How does an instruction decoder tell the difference between a prefix and a primary opcode?

Asked 23/8, 2021 at 20:48 Answered 23/8, 2021 at 21:42

Solved assembly x86 cpu-architecture machine-code instruction-encoding

I'm trying to wrap my head around the x86 instruction encoding format. All the sources that I read still make the subject confusing. I'm starting to understand it a little bit but one thing that I'm having trouble with understanding is how the CPU instruction decoder differentiates an opcode prefix from an opcode.

I'm aware that the whole format of the instruction basically depends on the opcode (with extra bit fields defined in the opcode of course). Sometimes the instruction doesn't have a prefix and the opcode is the first byte. How would the decoder know?

I'm assuming that the instruction decoder would be able to tell the difference because opcode bytes and prefix bytes would not share the same binary values. So the decoder can tell if the unique binary number in the byte is an instruction or a prefix. For example (In this example we will stick to single byte opcodes) a REX or LOCK prefix would not share the same byte value as any opcode in the architecture's instruction set.

Dygall answered 23/8, 2021 at 20:48 Comment(10)

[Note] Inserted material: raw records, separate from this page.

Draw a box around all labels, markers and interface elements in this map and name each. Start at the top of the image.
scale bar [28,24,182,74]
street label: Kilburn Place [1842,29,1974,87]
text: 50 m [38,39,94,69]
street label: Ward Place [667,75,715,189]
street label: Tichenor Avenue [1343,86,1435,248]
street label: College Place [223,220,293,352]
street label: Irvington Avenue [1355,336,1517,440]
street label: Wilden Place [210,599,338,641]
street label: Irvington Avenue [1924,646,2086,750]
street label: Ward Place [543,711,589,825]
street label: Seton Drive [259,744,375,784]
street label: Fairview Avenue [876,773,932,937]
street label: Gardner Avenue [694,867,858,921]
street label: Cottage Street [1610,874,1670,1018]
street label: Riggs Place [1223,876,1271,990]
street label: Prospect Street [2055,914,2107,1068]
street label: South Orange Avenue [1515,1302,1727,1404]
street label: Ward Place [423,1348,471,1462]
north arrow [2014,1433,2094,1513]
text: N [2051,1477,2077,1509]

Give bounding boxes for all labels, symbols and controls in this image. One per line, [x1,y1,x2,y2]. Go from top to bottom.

I have to admit I'm really hoping there's something more clever than a list of which byte values are prefixes. – Nucleate 23/8, 2021 at 20:51

Traditionally, prefix bytes are different from opcode bytes, so a state machine can just remember which prefixes it's seen until it gets to an opcode byte. x86 machine code is a byte stream that's not self-synchronizing (e.g. a ModRM or an immediate can be any byte). Multi-byte VEX and EVEX prefixes aren't that simple, overlapping with invalid encodings of LES and LDS (outside of 64-bit mode) for example. – Fauve 23/8, 2021 at 21:35

The decoder is a state machine. It knows where the instruction starts, the prefixes' values, and that prefixes are optional and that they come first. One-byte opcodes don't overlap with prefixes, two and three bytes opcodes start with 0f which is not a prefix. So the decoder can tell when the opcode starts. Alas, Intel reused the prefixes to change meaning to opcodes. The decoder takes that into account. E.g. 0f 58 is the opcode for all add{ps,pd,ss,sd}, specifically f2 0f 58 is addsd while 66 0f 58 is addpd. Curiously, f2 66 0f 58 is o16 addsd and not repne addpd. – Motel 23/8, 2021 at 21:36

The decoder has an undocumented (but easy to reverse) algorithm when picking up these prefixes. This shows that some opcode listed in the manual is actually a prefix+opcode. N.B. Is syntactically valid to add an unneeded prefix to an opcode, but it's a reserved use. – Motel 23/8, 2021 at 21:36

@MargaretBloom Nowadays it's more useful to think of f2, f3, and 66 as giving additional opcode bits as opposed to being real prefixes. For SIMD instructions, there are two such opcode bits (encoding at most one of f2/f3/66) but for scalar instructions, 66 can be combined with f2 and f3. There are even instructions combining a 66 prefix with REX.W. – Tricia 23/8, 2021 at 22:52

@Tricia Yes, they are used for giving extra bits to the opcode but they are still prefixes. Otherwise f2 66 0f 58 would be an undefined instruction and not addsd (which opcode is ufficially f2 0f 58). The fact that the 66 byte could be reordered and ignored means that they are still treated as prefixes. I see what you mean though, and I agree it's better to think of them as encoding additional bits. After all, it's only going to get worse :D – Motel 24/8, 2021 at 8:38

@MargaretBloom That seems like implementation defined behavior as 66 0f 58 /r is addpd and with both prefixes present, it could also reasonably be decoded as that. Yes, of course they are prefixes, but they should be seen as providing additional opcode bits (as opposed to modifying the instruction in a systematic manner as e.g. segment prefixes do). – Tricia 24/8, 2021 at 8:57

@Tricia That's true, I agree :) – Motel 24/8, 2021 at 13:10

Can you guys send me a link to a place where I can understand x86 instruction format sanely without my head exploding. This topic was way more complex then I first thought for a newbie such as myself. I'd figure that I'd learn the instruction encoding format before I get into assembly and I haven't much assembly. I'm at a roadblock and I just need help finding the right direction. Thankyou everyone for taking your time out of the day for this question. I will still try to comprehend your answers. – Dygall 24/8, 2021 at 13:32

@DanielCatalano Refer to the Intel Software Development Manuals for the full story. I've given an overview before. The x86 instruction encoding is widely regarded as very complicated, though I don't share that opinion. Consider learning a bit assembly before coming back to the instruction encoding. – Tricia 24/8, 2021 at 13:38

Traditional (single-byte) prefixes are different from opcode bytes like you said, so a state machine can just remember which prefixes it's seen until it gets to an opcode byte.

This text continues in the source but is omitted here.